**Exercise aim:** The listing that follows should be copied in full and exactly, with no pictures.

**Supplied entries:**
----------

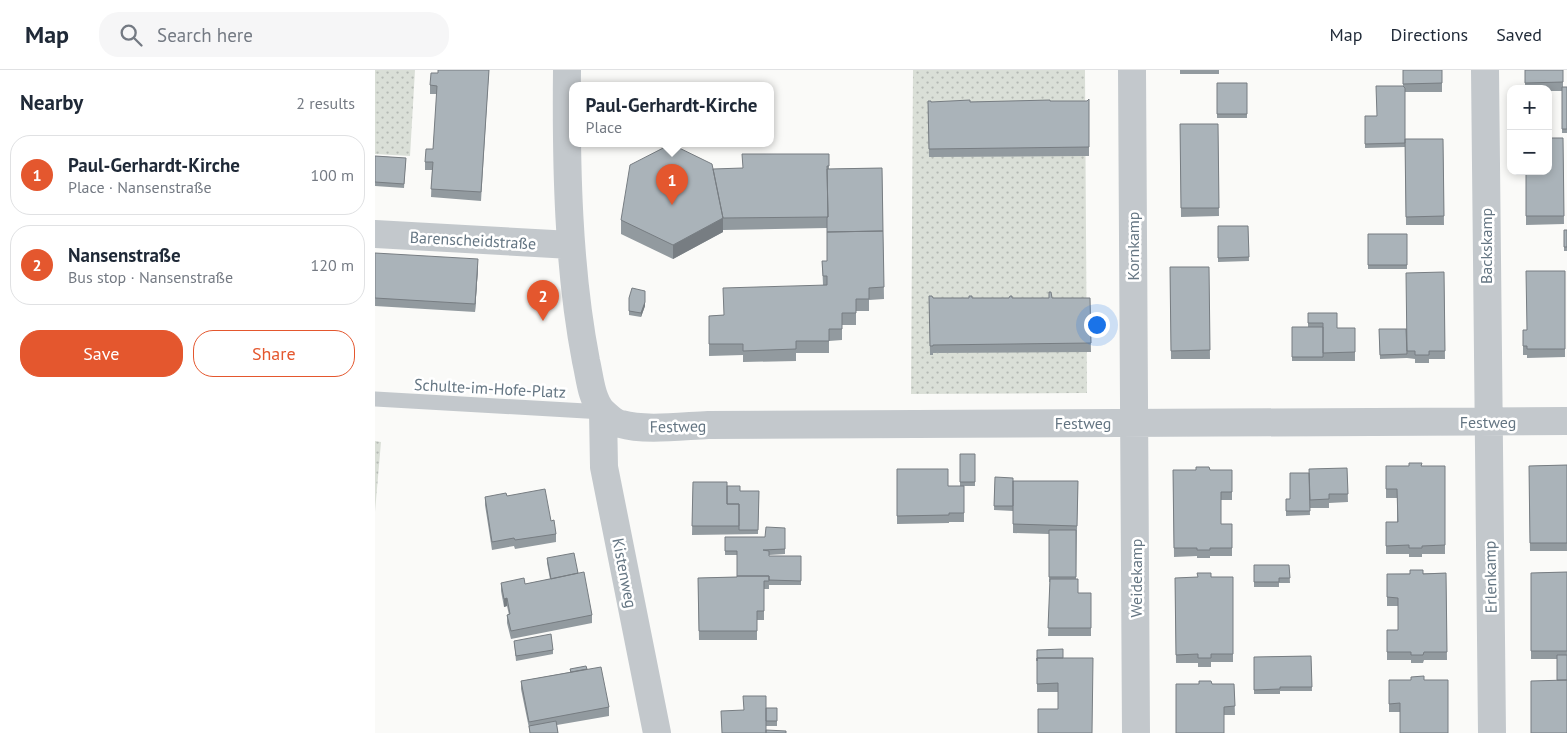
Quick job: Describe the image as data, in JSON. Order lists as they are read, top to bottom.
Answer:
{
  "streets": {
    "street": [
      "Barenscheidstraße",
      "Kornkamp",
      "Backskamp",
      "Festweg",
      "Kistenweg",
      "Erlenkamp",
      "Weidekamp"
    ],
    "lane": ["Schulte-im-Hofe-Platz"]
  },
  "crossings": [
    ["Kornkamp", "Festweg"],
    ["Kornkamp", "Weidekamp"],
    ["Backskamp", "Festweg"],
    ["Backskamp", "Erlenkamp"],
    ["Schulte-im-Hofe-Platz", "Festweg"],
    ["Schulte-im-Hofe-Platz", "Kistenweg"],
    ["Festweg", "Kistenweg"],
    ["Festweg", "Erlenkamp"],
    ["Festweg", "Weidekamp"]
  ],
  "page": {
    "header": "Map",
    "search": "Search here",
    "nav": ["Map", "Directions", "Saved"],
    "heading": ["Nearby", "2 results"],
    "popup": ["Paul-Gerhardt-Kirche", "Place"],
    "map_buttons": ["+", "−"],
    "list": [
      {
        "mark": "1",
        "name": "Paul-Gerhardt-Kirche",
        "note": "Place · Nansenstraße",
        "value": "100 m"
      },
      {
        "mark": "2",
        "name": "Nansenstraße",
        "note": "Bus stop · Nansenstraße",
        "value": "120 m"
      }
    ],
    "pins": ["1", "2"],
    "buttons": ["Save", "Share"]
  }
}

----------

**Result of this task:**
Quick job: Describe the image as data, in JSON. Order lists as they are read, top to bottom.
Answer:
{
  "streets": {
    "street": [
      "Barenscheidstraße",
      "Kornkamp",
      "Backskamp",
      "Festweg",
      "Kistenweg",
      "Erlenkamp",
      "Weidekamp"
    ],
    "lane": ["Schulte-im-Hofe-Platz"]
  },
  "crossings": [
    ["Kornkamp", "Festweg"],
    ["Kornkamp", "Weidekamp"],
    ["Backskamp", "Festweg"],
    ["Backskamp", "Erlenkamp"],
    ["Schulte-im-Hofe-Platz", "Festweg"],
    ["Schulte-im-Hofe-Platz", "Kistenweg"],
    ["Festweg", "Kistenweg"],
    ["Festweg", "Erlenkamp"],
    ["Festweg", "Weidekamp"]
  ],
  "page": {
    "header": "Map",
    "search": "Search here",
    "nav": ["Map", "Directions", "Saved"],
    "heading": ["Nearby", "2 results"],
    "popup": ["Paul-Gerhardt-Kirche", "Place"],
    "map_buttons": ["+", "−"],
    "list": [
      {
        "mark": "1",
        "name": "Paul-Gerhardt-Kirche",
        "note": "Place · Nansenstraße",
        "value": "100 m"
      },
      {
        "mark": "2",
        "name": "Nansenstraße",
        "note": "Bus stop · Nansenstraße",
        "value": "120 m"
      }
    ],
    "pins": ["1", "2"],
    "buttons": ["Save", "Share"]
  }
}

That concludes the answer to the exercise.